» PROMPT
All pictures are to be excluded when the data below is output verbatim.

» DATA PROVIDED
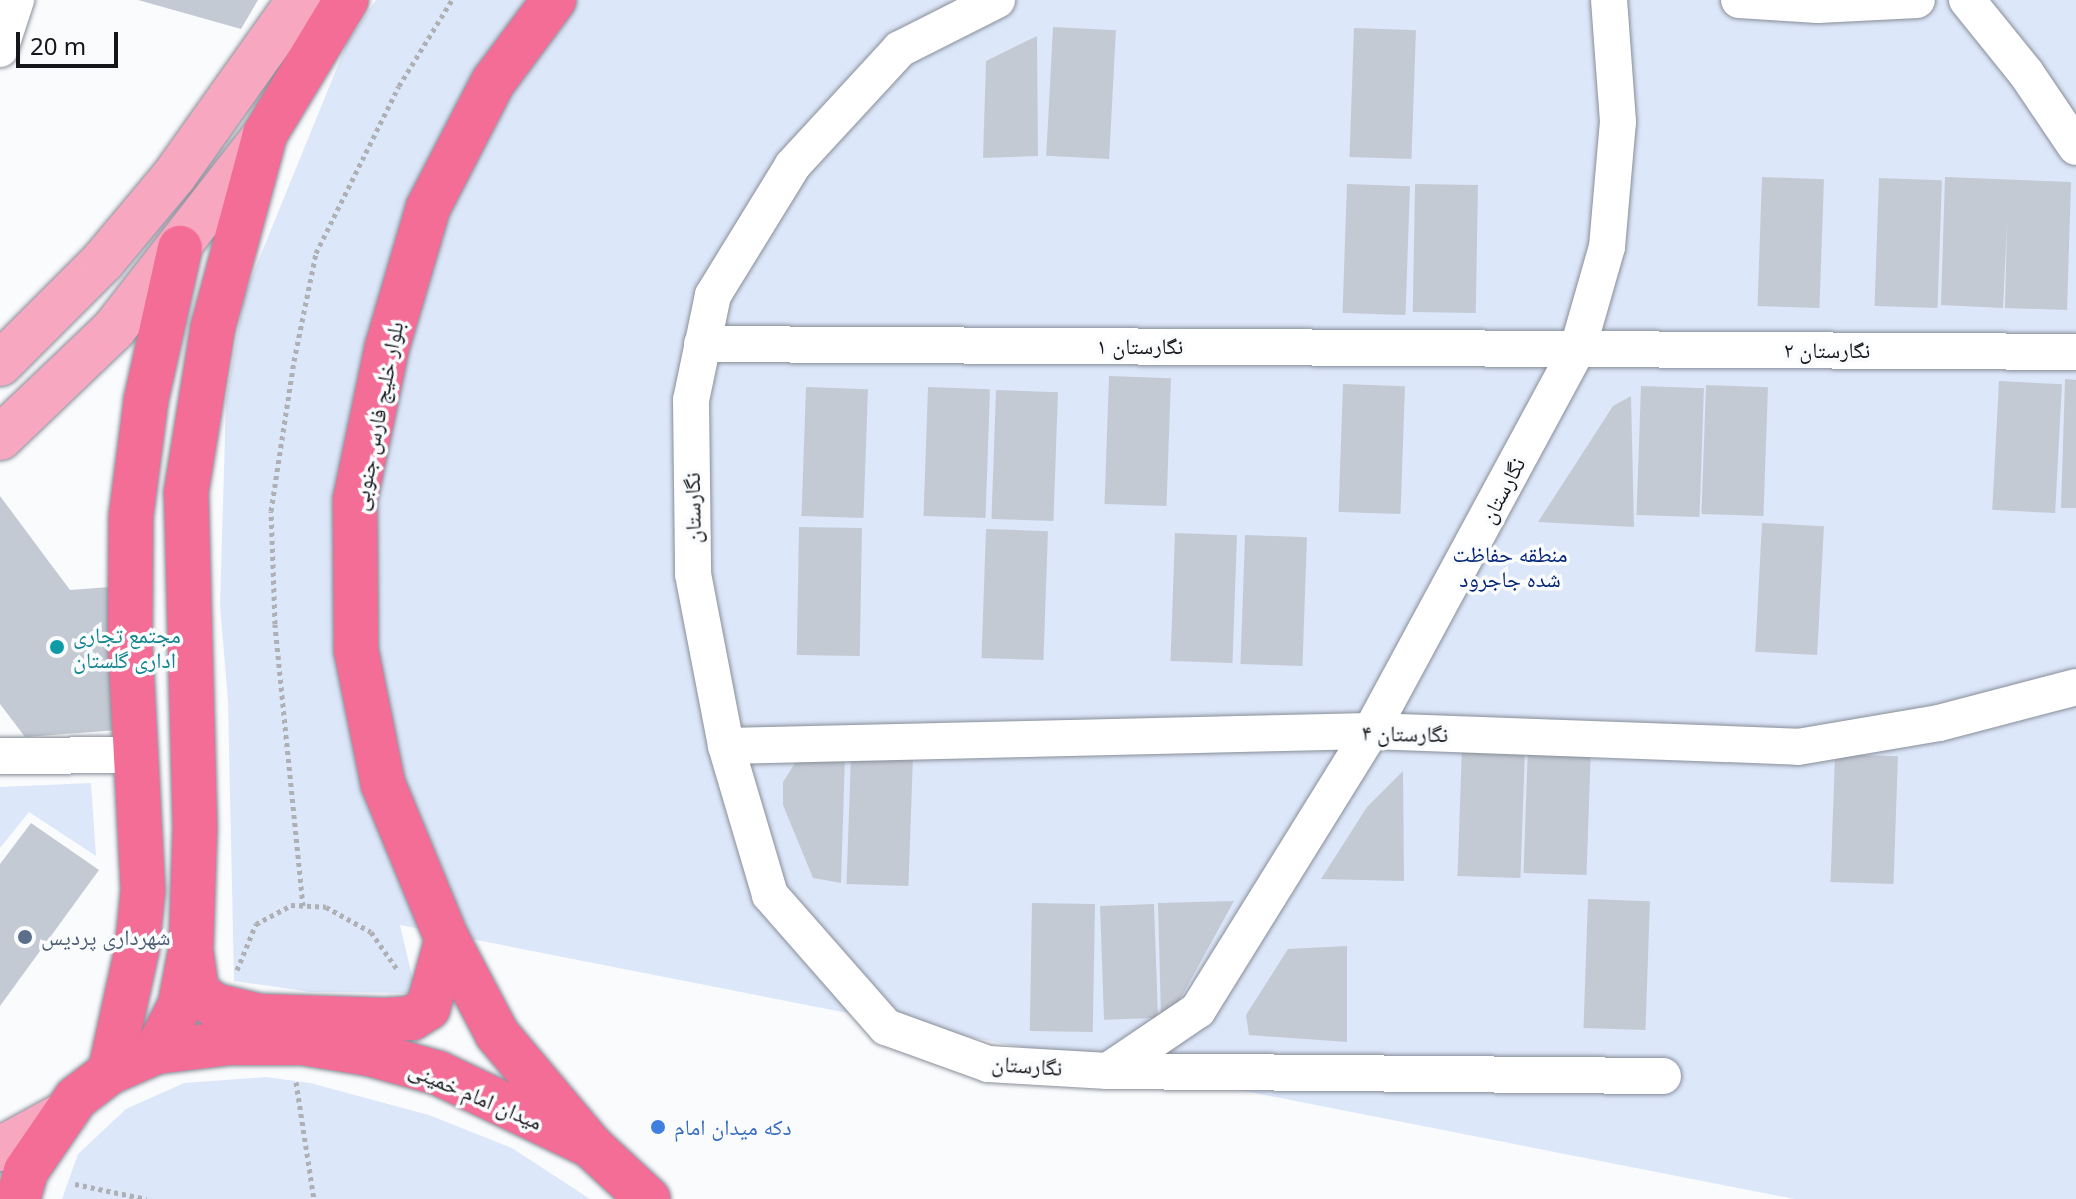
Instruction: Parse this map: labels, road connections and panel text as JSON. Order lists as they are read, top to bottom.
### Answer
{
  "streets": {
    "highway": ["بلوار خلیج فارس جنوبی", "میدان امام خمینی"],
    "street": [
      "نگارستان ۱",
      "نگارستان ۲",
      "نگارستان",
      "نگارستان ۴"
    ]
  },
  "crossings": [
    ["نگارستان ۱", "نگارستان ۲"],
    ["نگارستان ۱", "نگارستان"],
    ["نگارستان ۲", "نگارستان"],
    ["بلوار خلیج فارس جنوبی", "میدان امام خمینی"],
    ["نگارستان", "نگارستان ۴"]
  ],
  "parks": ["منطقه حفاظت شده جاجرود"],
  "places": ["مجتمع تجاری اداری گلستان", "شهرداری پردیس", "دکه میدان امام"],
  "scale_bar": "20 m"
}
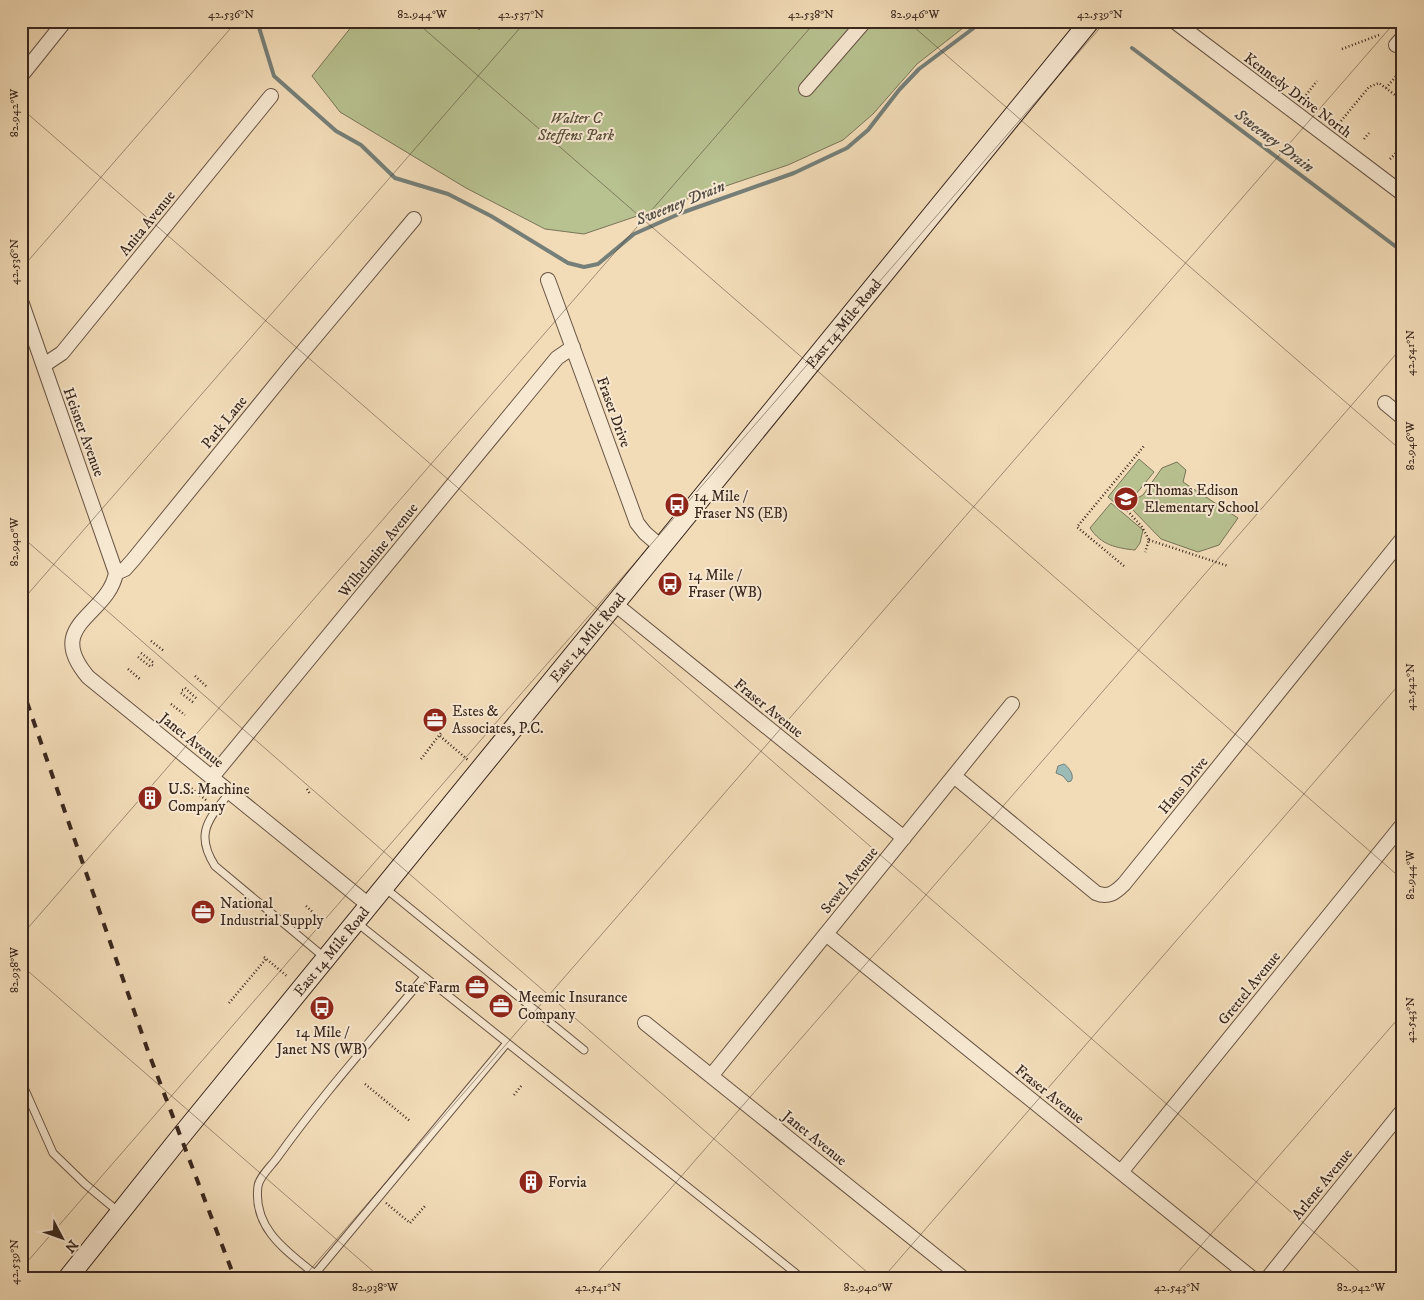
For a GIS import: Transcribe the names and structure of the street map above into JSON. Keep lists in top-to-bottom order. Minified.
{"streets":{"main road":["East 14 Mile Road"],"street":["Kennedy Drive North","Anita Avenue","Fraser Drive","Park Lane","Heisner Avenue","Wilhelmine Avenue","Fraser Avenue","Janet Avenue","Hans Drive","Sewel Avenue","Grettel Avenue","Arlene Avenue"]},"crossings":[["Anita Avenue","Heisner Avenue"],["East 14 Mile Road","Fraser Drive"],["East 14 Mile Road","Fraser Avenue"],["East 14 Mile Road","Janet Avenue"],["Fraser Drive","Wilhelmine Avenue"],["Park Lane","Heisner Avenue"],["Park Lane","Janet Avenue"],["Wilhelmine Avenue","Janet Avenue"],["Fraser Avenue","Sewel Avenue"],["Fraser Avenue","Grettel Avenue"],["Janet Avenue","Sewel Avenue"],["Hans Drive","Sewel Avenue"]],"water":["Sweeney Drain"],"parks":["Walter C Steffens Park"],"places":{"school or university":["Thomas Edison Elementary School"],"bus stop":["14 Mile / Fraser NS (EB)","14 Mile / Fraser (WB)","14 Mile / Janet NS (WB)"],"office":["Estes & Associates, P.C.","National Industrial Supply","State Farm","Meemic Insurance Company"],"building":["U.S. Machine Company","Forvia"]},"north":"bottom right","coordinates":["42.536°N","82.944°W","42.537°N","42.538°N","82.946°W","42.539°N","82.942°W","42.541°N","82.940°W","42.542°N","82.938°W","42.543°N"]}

» TASK SOLUTION
Instruction: Parse this map: labels, road connections and panel text as JSON. Order lists as they are read, top to bottom.
### Answer
{
  "streets": {
    "highway": ["بلوار خلیج فارس جنوبی", "میدان امام خمینی"],
    "street": [
      "نگارستان ۱",
      "نگارستان ۲",
      "نگارستان",
      "نگارستان ۴"
    ]
  },
  "crossings": [
    ["نگارستان ۱", "نگارستان ۲"],
    ["نگارستان ۱", "نگارستان"],
    ["نگارستان ۲", "نگارستان"],
    ["بلوار خلیج فارس جنوبی", "میدان امام خمینی"],
    ["نگارستان", "نگارستان ۴"]
  ],
  "parks": ["منطقه حفاظت شده جاجرود"],
  "places": ["مجتمع تجاری اداری گلستان", "شهرداری پردیس", "دکه میدان امام"],
  "scale_bar": "20 m"
}
For a GIS import: Transcribe the names and structure of the street map above into JSON. Keep lists in top-to-bottom order. Minified.
{"streets":{"main road":["East 14 Mile Road"],"street":["Kennedy Drive North","Anita Avenue","Fraser Drive","Park Lane","Heisner Avenue","Wilhelmine Avenue","Fraser Avenue","Janet Avenue","Hans Drive","Sewel Avenue","Grettel Avenue","Arlene Avenue"]},"crossings":[["Anita Avenue","Heisner Avenue"],["East 14 Mile Road","Fraser Drive"],["East 14 Mile Road","Fraser Avenue"],["East 14 Mile Road","Janet Avenue"],["Fraser Drive","Wilhelmine Avenue"],["Park Lane","Heisner Avenue"],["Park Lane","Janet Avenue"],["Wilhelmine Avenue","Janet Avenue"],["Fraser Avenue","Sewel Avenue"],["Fraser Avenue","Grettel Avenue"],["Janet Avenue","Sewel Avenue"],["Hans Drive","Sewel Avenue"]],"water":["Sweeney Drain"],"parks":["Walter C Steffens Park"],"places":{"school or university":["Thomas Edison Elementary School"],"bus stop":["14 Mile / Fraser NS (EB)","14 Mile / Fraser (WB)","14 Mile / Janet NS (WB)"],"office":["Estes & Associates, P.C.","National Industrial Supply","State Farm","Meemic Insurance Company"],"building":["U.S. Machine Company","Forvia"]},"north":"bottom right","coordinates":["42.536°N","82.944°W","42.537°N","42.538°N","82.946°W","42.539°N","82.942°W","42.541°N","82.940°W","42.542°N","82.938°W","42.543°N"]}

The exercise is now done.